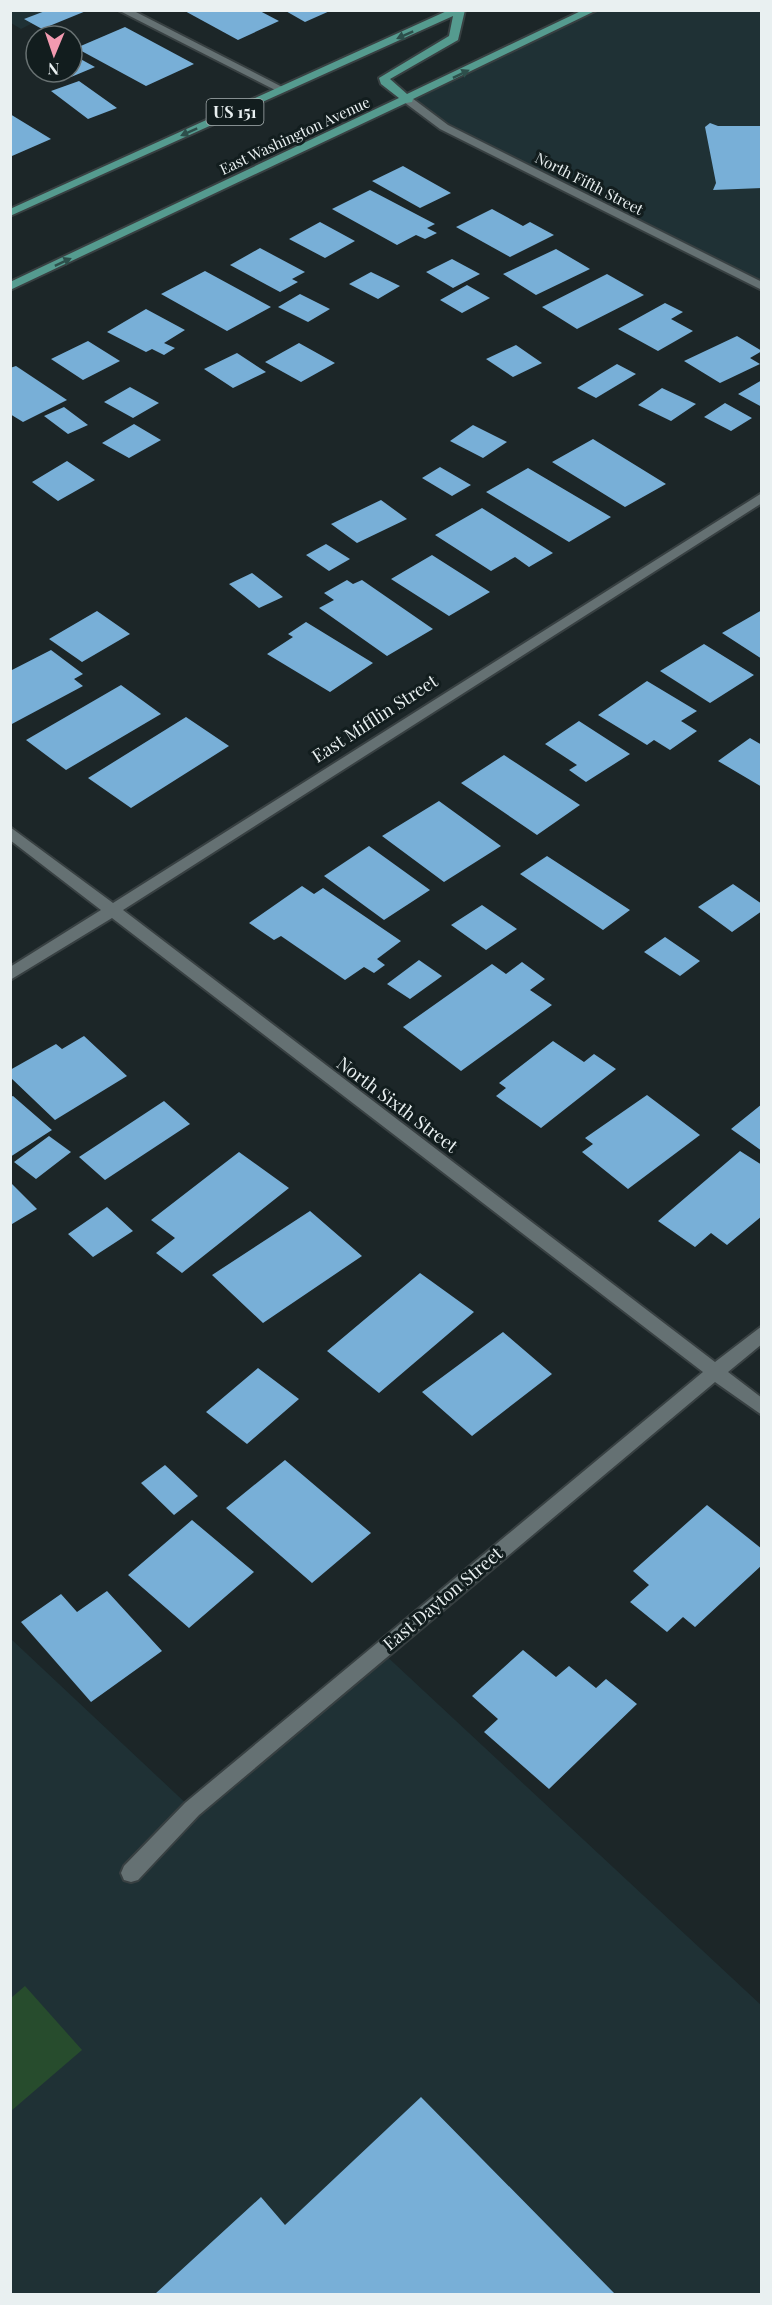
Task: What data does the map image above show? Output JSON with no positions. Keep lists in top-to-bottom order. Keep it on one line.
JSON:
{"streets":{"main road":["US 151","East Washington Avenue"],"street":["North Fifth Street","East Mifflin Street","North Sixth Street","East Dayton Street"]},"crossings":[["East Washington Avenue","North Fifth Street"],["East Mifflin Street","North Sixth Street"],["North Sixth Street","East Dayton Street"]],"north":"bottom"}
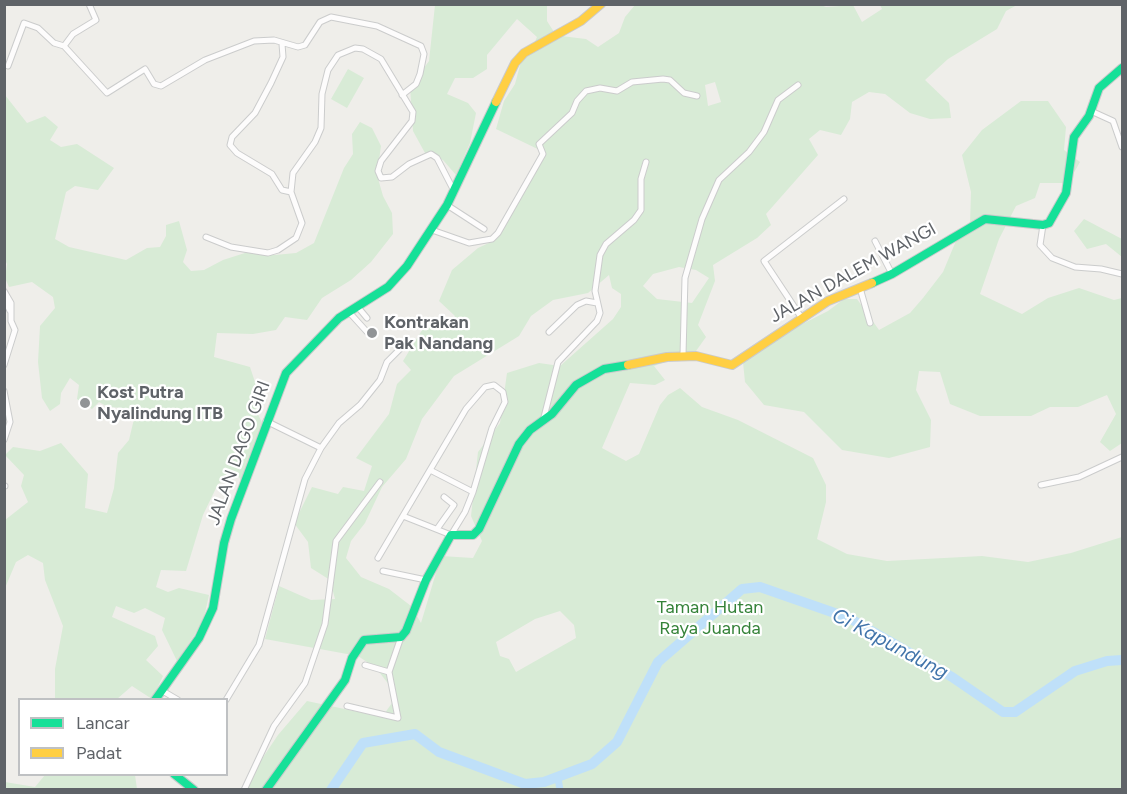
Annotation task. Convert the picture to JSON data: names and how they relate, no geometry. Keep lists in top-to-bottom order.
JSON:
{
  "streets": {
    "street": ["JALAN DALEM WANGI", "JALAN DAGO GIRI"]
  },
  "water": ["Ci Kapundung"],
  "parks": ["Taman Hutan Raya Juanda"],
  "places": ["Kontrakan Pak Nandang", "Kost Putra Nyalindung ITB"],
  "legend": ["Lancar", "Padat"]
}
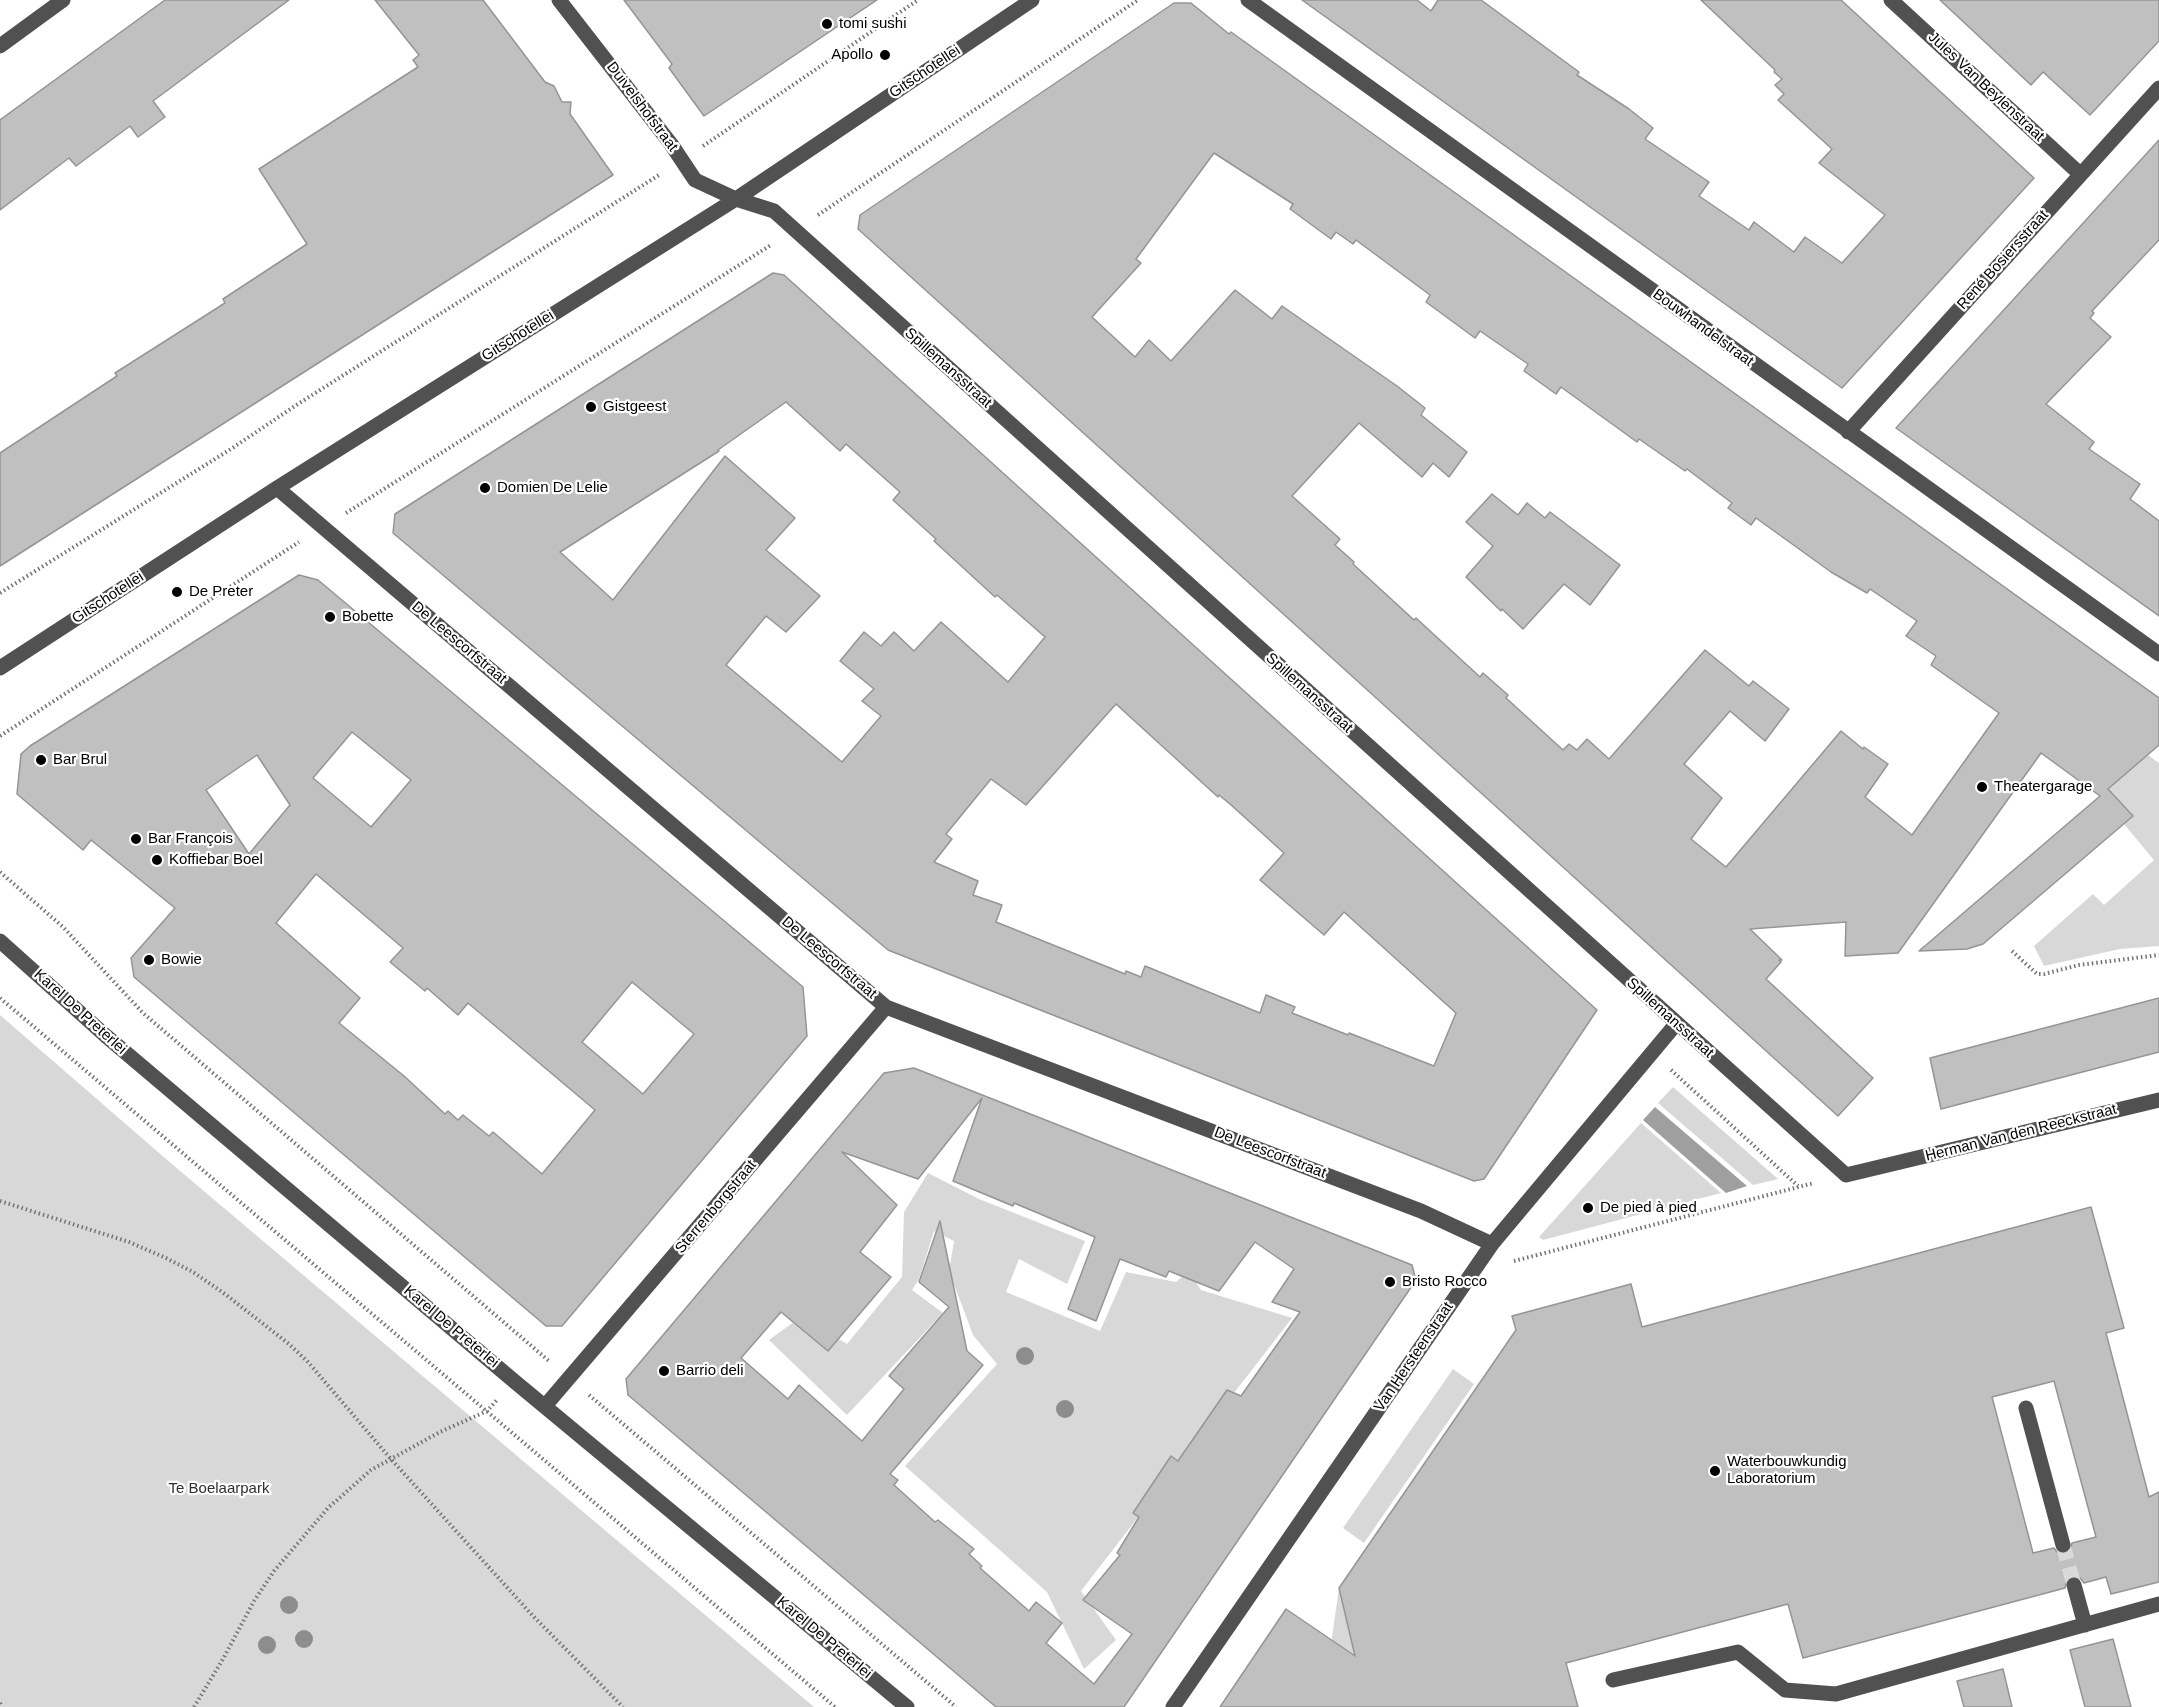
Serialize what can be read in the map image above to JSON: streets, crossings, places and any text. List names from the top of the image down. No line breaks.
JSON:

──────

- _How to complete this task_
Repeat the data word for word. Images are not part of the copy.

- _Finished task_
Task: What data does the map image above show? Output JSON with no positions. Keep lists in top-to-bottom order. Keep it on one line.
JSON:
{"streets":{"main road":["US 151","East Washington Avenue"],"street":["North Fifth Street","East Mifflin Street","North Sixth Street","East Dayton Street"]},"crossings":[["East Washington Avenue","North Fifth Street"],["East Mifflin Street","North Sixth Street"],["North Sixth Street","East Dayton Street"]],"north":"bottom"}
Annotation task. Convert the picture to JSON data: names and how they relate, no geometry. Keep lists in top-to-bottom order.
JSON:
{
  "streets": {
    "street": ["JALAN DALEM WANGI", "JALAN DAGO GIRI"]
  },
  "water": ["Ci Kapundung"],
  "parks": ["Taman Hutan Raya Juanda"],
  "places": ["Kontrakan Pak Nandang", "Kost Putra Nyalindung ITB"],
  "legend": ["Lancar", "Padat"]
}
Serialize what can be read in the map image above to JSON: streets, crossings, places and any text. List names from the top of the image down. No line breaks.
JSON:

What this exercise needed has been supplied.